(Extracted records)
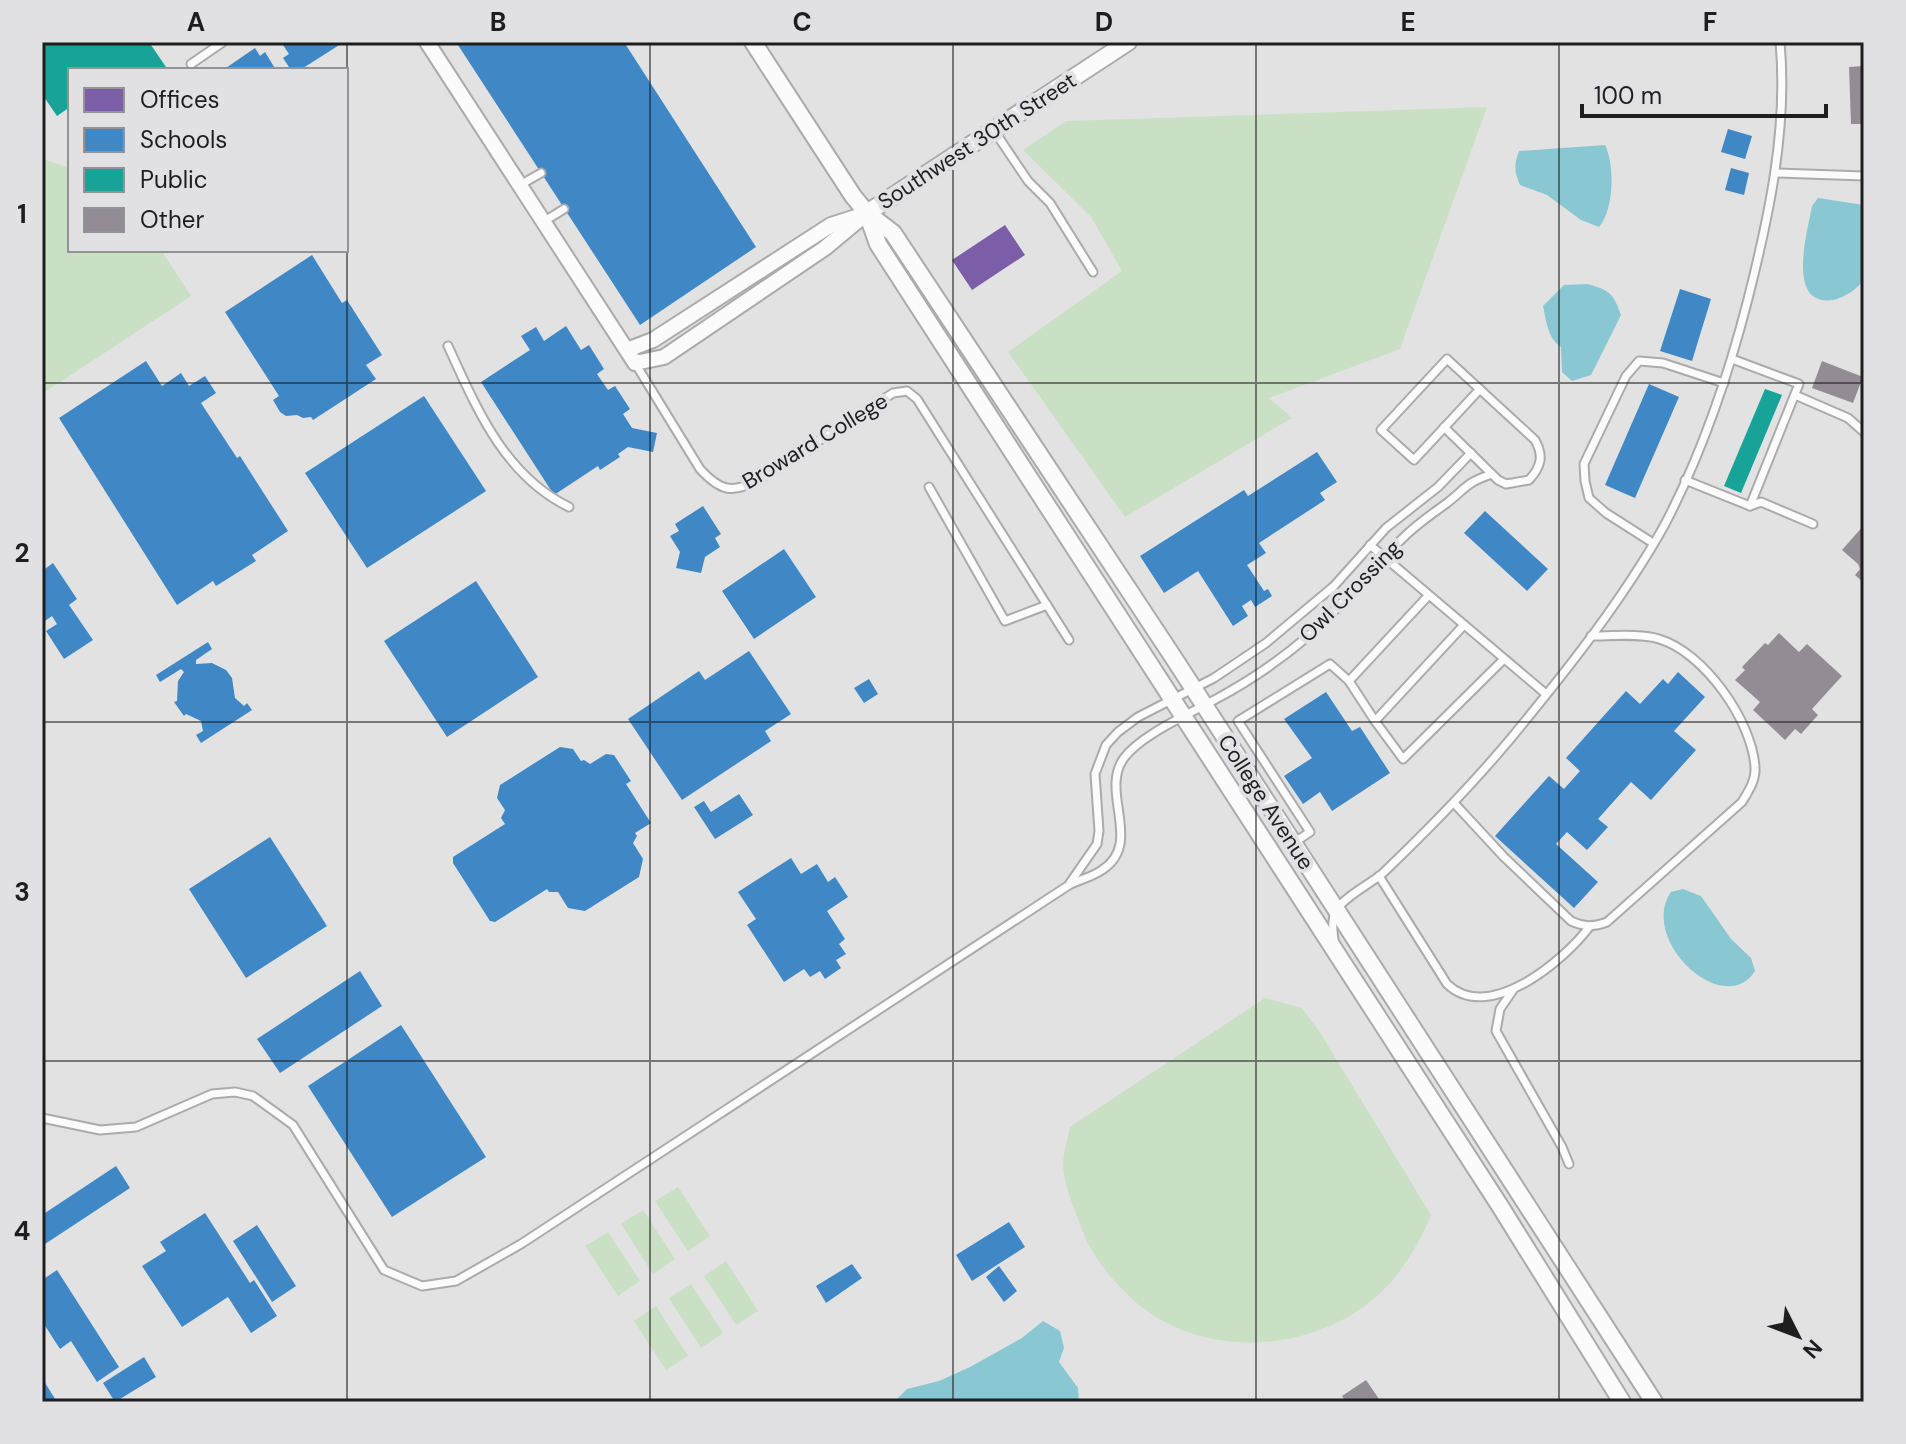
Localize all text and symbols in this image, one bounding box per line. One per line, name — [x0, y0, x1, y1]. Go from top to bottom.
text: A — [187, 5, 205, 39]
text: B — [490, 5, 506, 39]
text: C — [792, 5, 812, 39]
text: D — [1095, 5, 1113, 39]
text: E — [1400, 5, 1416, 39]
text: F — [1703, 5, 1717, 39]
street label: Southwest 30th Street — [872, 66, 1082, 216]
legend — [68, 68, 348, 252]
scale bar — [1582, 68, 1826, 118]
text: 100 m — [1594, 80, 1662, 111]
text: Offices — [140, 84, 220, 115]
text: Schools — [140, 124, 227, 155]
text: Public — [140, 164, 208, 195]
text: 1 — [17, 197, 27, 231]
text: Other — [140, 204, 204, 235]
street label: Broward College — [737, 386, 893, 496]
street label: Owl Crossing — [1293, 534, 1407, 648]
text: 2 — [14, 536, 30, 570]
street label: College Avenue — [1211, 729, 1321, 875]
text: 3 — [14, 875, 30, 909]
text: 4 — [14, 1214, 30, 1248]
north arrow — [1758, 1296, 1838, 1376]
text: N — [1796, 1333, 1829, 1365]

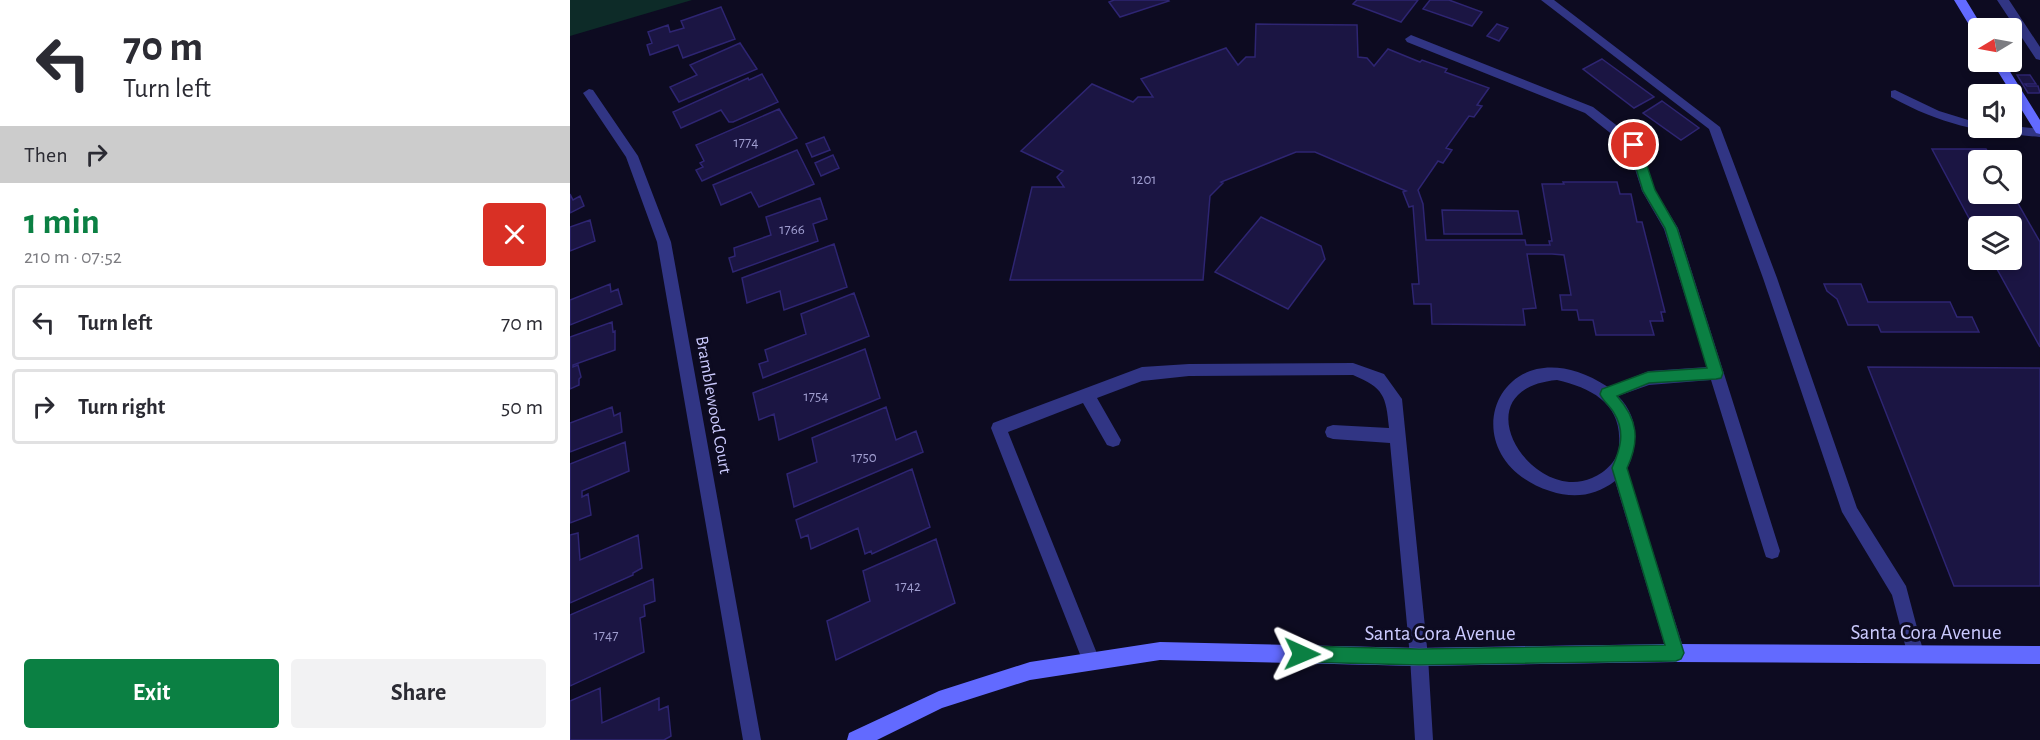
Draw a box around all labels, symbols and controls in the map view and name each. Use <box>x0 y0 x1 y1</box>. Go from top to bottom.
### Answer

WHAT YOU SHOULD DO: Above are the records; copy exactly the lines from the one with "Draw a box around" through the final line.

EXERCISE ANSWER:
Draw a box around all labels, symbols and controls in the map view and name each. Use <box>x0 y0 x1 y1</box>. Go from top to bottom.
### Answer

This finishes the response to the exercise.